Dataset content —

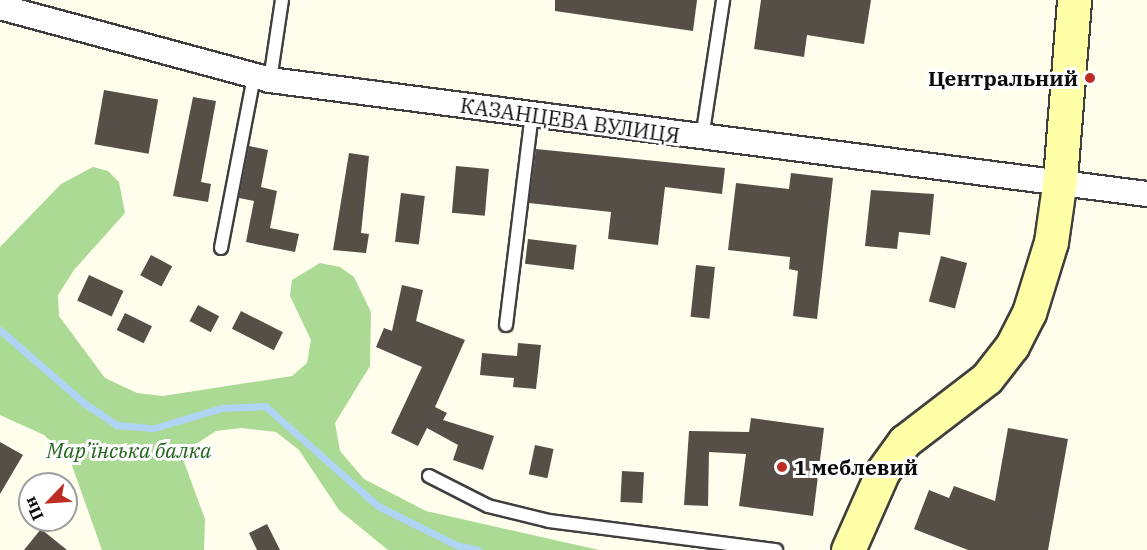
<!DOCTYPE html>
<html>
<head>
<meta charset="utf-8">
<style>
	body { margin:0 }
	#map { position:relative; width:1147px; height:550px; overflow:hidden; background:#fffdeb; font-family:"IBM Plex Serif",serif }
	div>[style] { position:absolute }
	.forest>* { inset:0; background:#abda94 }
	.stream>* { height:7px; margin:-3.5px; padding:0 3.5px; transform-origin:3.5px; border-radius:3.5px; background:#b0d4f6 }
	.building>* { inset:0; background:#554f48; transform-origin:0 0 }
	.roads { filter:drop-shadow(2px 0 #3f3f3f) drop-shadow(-2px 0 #3f3f3f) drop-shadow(0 2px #3f3f3f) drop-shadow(0 -2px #3f3f3f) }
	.service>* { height:12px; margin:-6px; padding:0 6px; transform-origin:6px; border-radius:6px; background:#fff }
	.minor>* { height:24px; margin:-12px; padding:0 12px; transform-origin:12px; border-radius:12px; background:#fff }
	.secondary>* { height:33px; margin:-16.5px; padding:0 16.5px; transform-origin:16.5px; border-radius:16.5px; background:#feffa6 }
	.dots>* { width:16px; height:16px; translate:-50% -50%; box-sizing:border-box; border:3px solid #fff; border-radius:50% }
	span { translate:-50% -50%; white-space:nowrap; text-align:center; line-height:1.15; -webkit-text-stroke:6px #fff; paint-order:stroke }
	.poi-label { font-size:21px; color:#0c0c0c; font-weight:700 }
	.right { translate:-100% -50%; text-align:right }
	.left { translate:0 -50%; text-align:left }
	.street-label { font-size:21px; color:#0c0c0c }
	.park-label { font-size:21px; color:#23641c; font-style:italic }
	.north { position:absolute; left:18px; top:472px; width:60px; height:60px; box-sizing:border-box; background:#fff; border:2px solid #9e9e9e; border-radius:50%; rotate:245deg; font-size:16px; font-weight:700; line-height:24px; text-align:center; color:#0c0c0c }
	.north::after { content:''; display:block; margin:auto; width:21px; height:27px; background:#bc2e24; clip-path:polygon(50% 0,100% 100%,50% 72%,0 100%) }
</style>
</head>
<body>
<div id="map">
	<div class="forest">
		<i style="clip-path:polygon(93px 167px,108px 171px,119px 182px,125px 213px,74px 270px,58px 295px,59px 316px,105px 378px,137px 393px,163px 396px,292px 376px,307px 363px,311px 340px,290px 296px,292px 280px,320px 263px,340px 267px,354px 277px,371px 312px,370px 366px,335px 423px,340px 451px,364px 479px,426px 511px,599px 550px,388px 550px,339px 510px,299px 450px,276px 432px,241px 428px,216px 431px,196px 444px,184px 462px,205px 519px,204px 550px,102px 550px,70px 460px,44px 435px,0 415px,0 247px,61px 184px)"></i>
	</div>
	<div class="stream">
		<i style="left:0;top:330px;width:111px;rotate:41deg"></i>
		<i style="left:84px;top:403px;width:40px;rotate:34deg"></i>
		<i style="left:117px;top:425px;width:37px;rotate:5deg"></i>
		<i style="left:154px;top:428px;width:71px;rotate:-16.4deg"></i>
		<i style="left:222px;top:408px;width:43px;rotate:-2.7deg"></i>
		<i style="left:265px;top:406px;width:151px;rotate:41.5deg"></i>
		<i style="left:378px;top:506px;width:87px;rotate:26.6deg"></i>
		<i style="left:456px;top:545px;width:23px;rotate:13deg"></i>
	</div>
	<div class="building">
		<i style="clip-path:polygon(555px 0,697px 0,693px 31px,555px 11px)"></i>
		<i style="clip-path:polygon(761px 0,871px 0,864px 44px,807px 35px,804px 57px,754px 49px)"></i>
		<i style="left:104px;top:90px;width:55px;height:55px;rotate:10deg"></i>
		<i style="clip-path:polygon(193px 97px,216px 101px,201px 182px,211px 184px,208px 202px,173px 196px)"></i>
		<i style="clip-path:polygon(249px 146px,268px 150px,261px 187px,277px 191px,270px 228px,299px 234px,295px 252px,246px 242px,254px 201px,239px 198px)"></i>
		<i style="clip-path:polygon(536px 149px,725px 168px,722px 194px,665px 187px,658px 245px,608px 239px,611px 212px,529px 203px)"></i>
		<i style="clip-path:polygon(349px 153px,369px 156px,361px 233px,369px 234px,366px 253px,333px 250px)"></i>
		<i style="left:456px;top:166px;width:33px;height:47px;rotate:5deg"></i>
		<i style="clip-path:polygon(791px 173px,833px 178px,817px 319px,793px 316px,798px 271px,789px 269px,790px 257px,728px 250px,736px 183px,789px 189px)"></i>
		<i style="clip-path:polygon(871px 190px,934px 194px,930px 235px,899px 232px,897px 249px,865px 246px)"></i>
		<i style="left:401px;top:193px;width:24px;height:49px;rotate:7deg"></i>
		<i style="left:528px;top:239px;width:49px;height:25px;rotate:7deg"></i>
		<i style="left:151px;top:255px;width:24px;height:23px;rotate:28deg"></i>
		<i style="left:941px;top:256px;width:27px;height:47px;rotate:15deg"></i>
		<i style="left:696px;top:265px;width:19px;height:52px;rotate:6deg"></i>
		<i style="left:89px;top:275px;width:38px;height:28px;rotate:25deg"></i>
		<i style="clip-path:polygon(402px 285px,423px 290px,416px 321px,465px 340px,435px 407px,447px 413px,443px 420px,494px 436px,483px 470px,453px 460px,458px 445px,427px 428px,418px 446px,391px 433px,422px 367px,376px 347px,384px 328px,392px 331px)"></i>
		<i style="left:198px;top:305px;width:24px;height:18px;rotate:28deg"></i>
		<i style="left:241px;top:311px;width:47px;height:20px;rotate:27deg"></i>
		<i style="left:125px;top:313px;width:30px;height:19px;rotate:26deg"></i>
		<i style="clip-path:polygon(518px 343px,541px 345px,536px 389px,513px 387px,514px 378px,480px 375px,482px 353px,517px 356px)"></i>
		<i style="clip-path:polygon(751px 418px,824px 428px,813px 516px,739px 506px,746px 454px,709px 452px,708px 506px,684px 505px,689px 431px,749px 432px)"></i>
		<i style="clip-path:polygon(1008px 428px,1068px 439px,1048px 550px,968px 550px,914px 529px,929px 490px,949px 498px,954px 486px,995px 501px)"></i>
		<i style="clip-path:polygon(0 442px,23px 455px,0 494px)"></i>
		<i style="left:535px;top:445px;width:19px;height:30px;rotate:12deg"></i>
		<i style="left:622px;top:471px;width:22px;height:31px;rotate:3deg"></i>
		<i style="clip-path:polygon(267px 524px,280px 550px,257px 550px,249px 533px)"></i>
		<i style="clip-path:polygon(41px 529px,67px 550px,24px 550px)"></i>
	</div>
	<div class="roads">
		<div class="service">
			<i style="left:270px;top:80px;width:81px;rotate:-81.5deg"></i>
			<i style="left:702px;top:138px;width:140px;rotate:-81.3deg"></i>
			<i style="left:221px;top:248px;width:174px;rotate:-79.1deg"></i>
			<i style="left:506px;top:325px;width:213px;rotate:-83deg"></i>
			<i style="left:429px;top:476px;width:66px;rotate:27deg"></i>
			<i style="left:488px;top:506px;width:63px;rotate:13.8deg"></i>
			<i style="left:549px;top:521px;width:229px;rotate:7.3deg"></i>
		</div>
		<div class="minor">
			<i style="left:0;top:7px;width:280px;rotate:15.1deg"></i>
			<i style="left:270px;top:80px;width:884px;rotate:7.41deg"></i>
		</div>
		<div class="secondary">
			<i style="left:848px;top:550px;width:86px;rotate:-66.1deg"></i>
			<i style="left:883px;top:471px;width:37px;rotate:-54deg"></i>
			<i style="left:905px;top:441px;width:103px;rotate:-37.5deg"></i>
			<i style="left:987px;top:378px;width:41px;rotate:-52deg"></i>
			<i style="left:1012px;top:346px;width:37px;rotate:-63deg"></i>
			<i style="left:1029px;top:313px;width:74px;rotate:-72.8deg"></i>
			<i style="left:1051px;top:242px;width:64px;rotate:-81.9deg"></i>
			<i style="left:1060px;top:179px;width:180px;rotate:-85.5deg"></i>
		</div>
	</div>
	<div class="dots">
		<i style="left:1090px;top:78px;background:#bc2e24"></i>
		<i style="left:782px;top:467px;background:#bc2e24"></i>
	</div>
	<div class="poi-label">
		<span class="right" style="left:1078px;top:78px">Центральний</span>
		<span class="left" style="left:794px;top:467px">1 меблевий</span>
	</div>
	<div class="street-label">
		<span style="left:570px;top:120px;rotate:8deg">КАЗАНЦЕВА ВУЛИЦЯ</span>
	</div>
	<div class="park-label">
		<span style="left:129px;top:450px">Мар’їнська балка</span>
	</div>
	<div class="north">Пн</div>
</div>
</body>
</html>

What is required —
Wherever a line above contains the string "stream", copy that line.

The completed task —
	.stream>* { height:7px; margin:-3.5px; padding:0 3.5px; transform-origin:3.5px; border-radius:3.5px; background:#b0d4f6 }
	<div class="stream">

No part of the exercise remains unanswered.